Moja dziewczyna i ja zaczęliśmy opowiadać naszą historię, że znaleźliśmy ładny dom w Tak, a problem polega na tym, że jestem obcokrajowcem, w 100% finansuję dom, ale nie mogę być właścicielem domu ani ziemi. Ona rozumie. Powiedziała, że ​​w Muang Tak wszyscy się znają i rozwiązanie nie jest takie trudne. Sama to wymyśliła i zastosowała do 77-letniej Nowozelandki, która poślubiła Tajkę o 30 lat od niej młodszą.

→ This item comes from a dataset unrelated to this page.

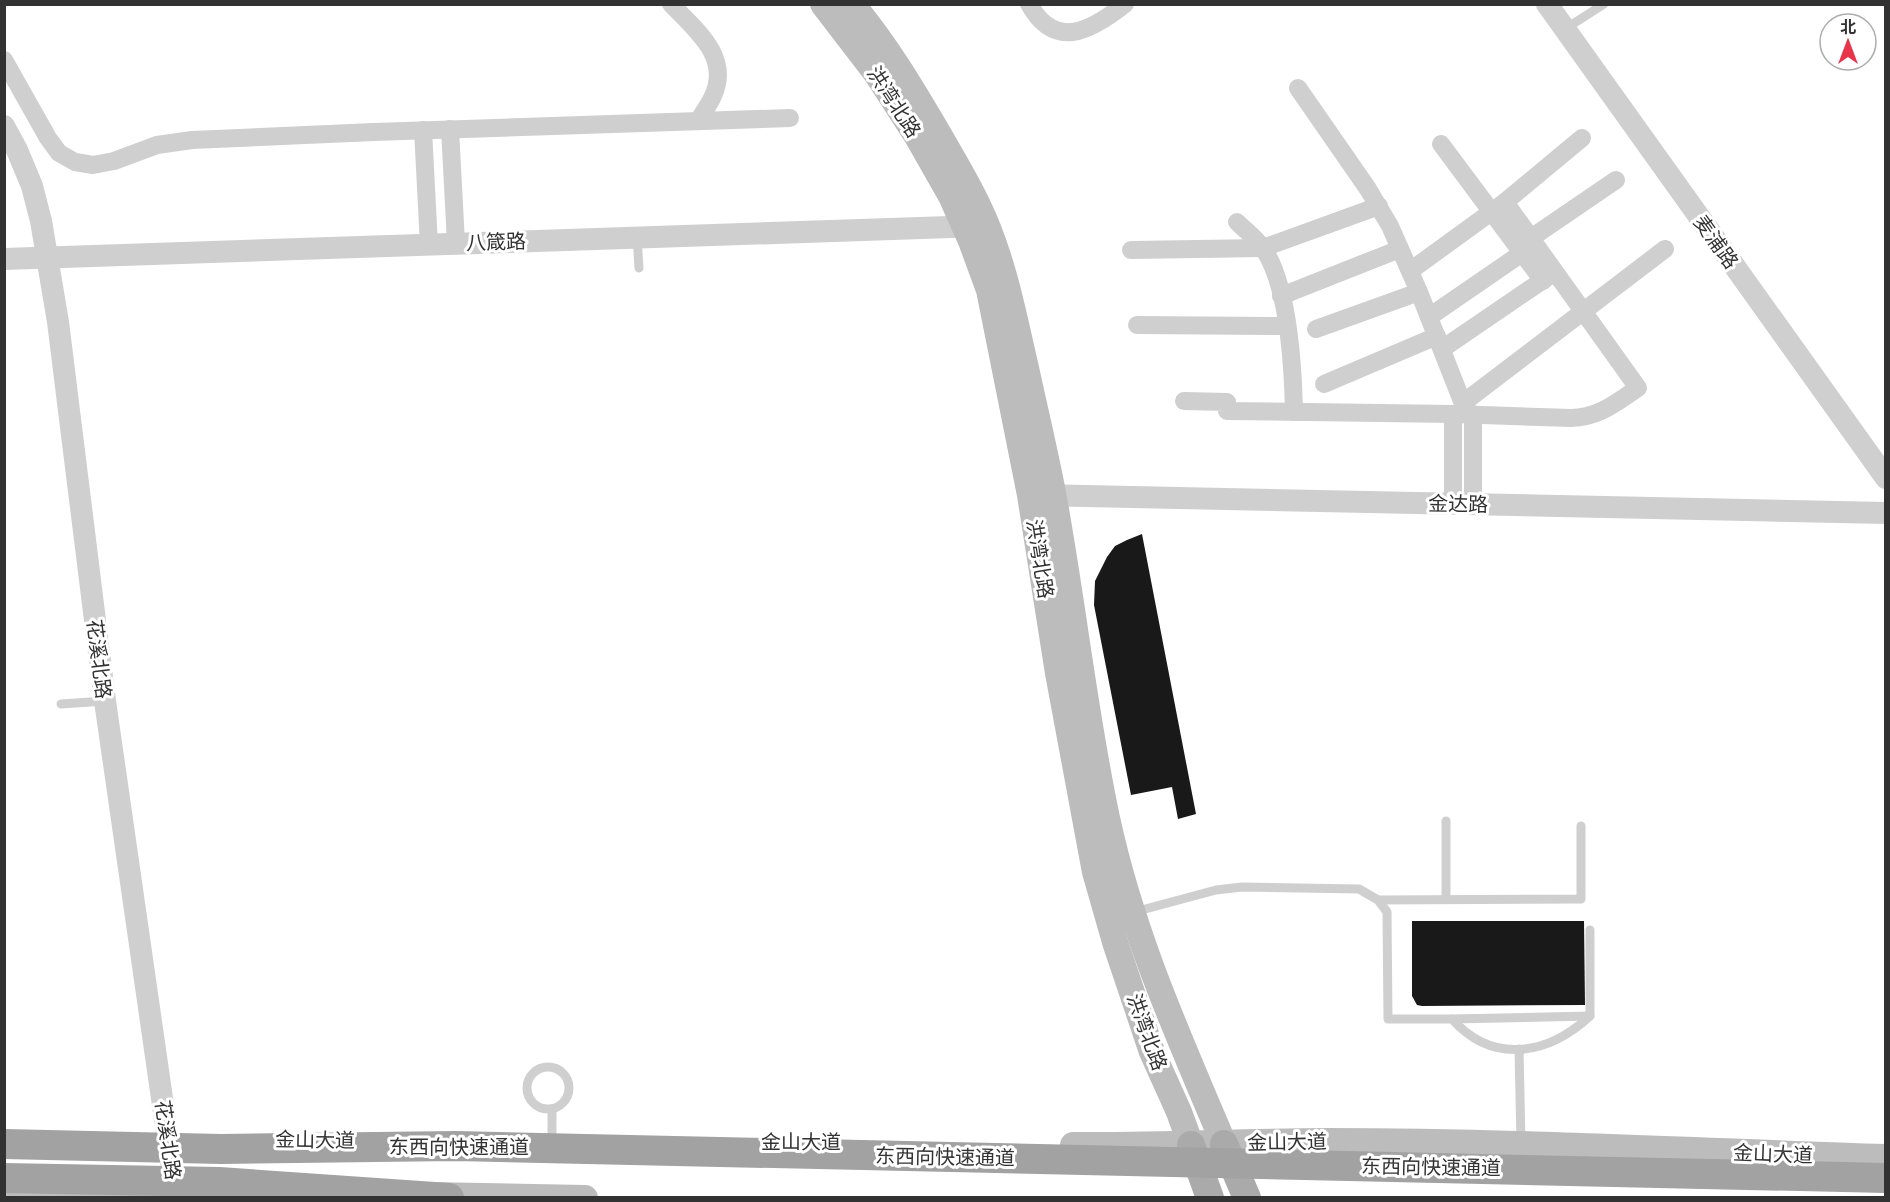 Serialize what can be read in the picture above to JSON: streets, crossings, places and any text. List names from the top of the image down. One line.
{"streets":{"highway":["东西向快速通道"],"main road":["洪湾北路","金山大道"],"street":["八箴路","麦浦路","金达路","花溪北路"]},"crossings":[["洪湾北路","八箴路"],["洪湾北路","金达路"],["洪湾北路","金山大道"],["八箴路","花溪北路"],["花溪北路","金山大道"]],"north":"top"}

Przetestowaliśmy jej rozwiązanie za pomocą kilku eksperymentów myślowych (co by było, gdyby), na przykład tajski partner idzie do banku do domu hipotecznego, idzie do biura Landu, aby umieścić akt własności na czyimś imieniu. Jak rozumiem z jej odpowiedzi, rozwiązanie jest wyjątkowe, proste, ale skuteczne, bez dodatkowych umów i konstrukcji użytkowania, z wyjątkiem testamentu na wypadek śmierci tajlandzkiego wspólnika. Rozwiązanie polega na tym, że dodatkowym łączem jest policja [która przygotowuje raport policyjny/oświadczenie od obojga partnerów dotyczące domu], a raport ten może być konsultowany online w całej Tajlandii przez policję i jest dodawany jako załącznik do aktu własności.

Prawnik okazuje się też prawdziwym kolekcjonerem domów. Niestety wszystkie jej domy są wynajęte. Chcemy w ciągu kilku miesięcy przeprowadzić się do Tak, aby móc śledzić postępy budowy domu zajmowanego przez właściciela. Po rozmowie podziękowaliśmy prawnikowi, a ona mrugnęła z wiadomością, że jest jeszcze dostępna na rynku sądowym i czy znam dla niej fajną koleżankę lub znajomą. W końcu moja dziewczyna i prawnik wymienili się adresami linii.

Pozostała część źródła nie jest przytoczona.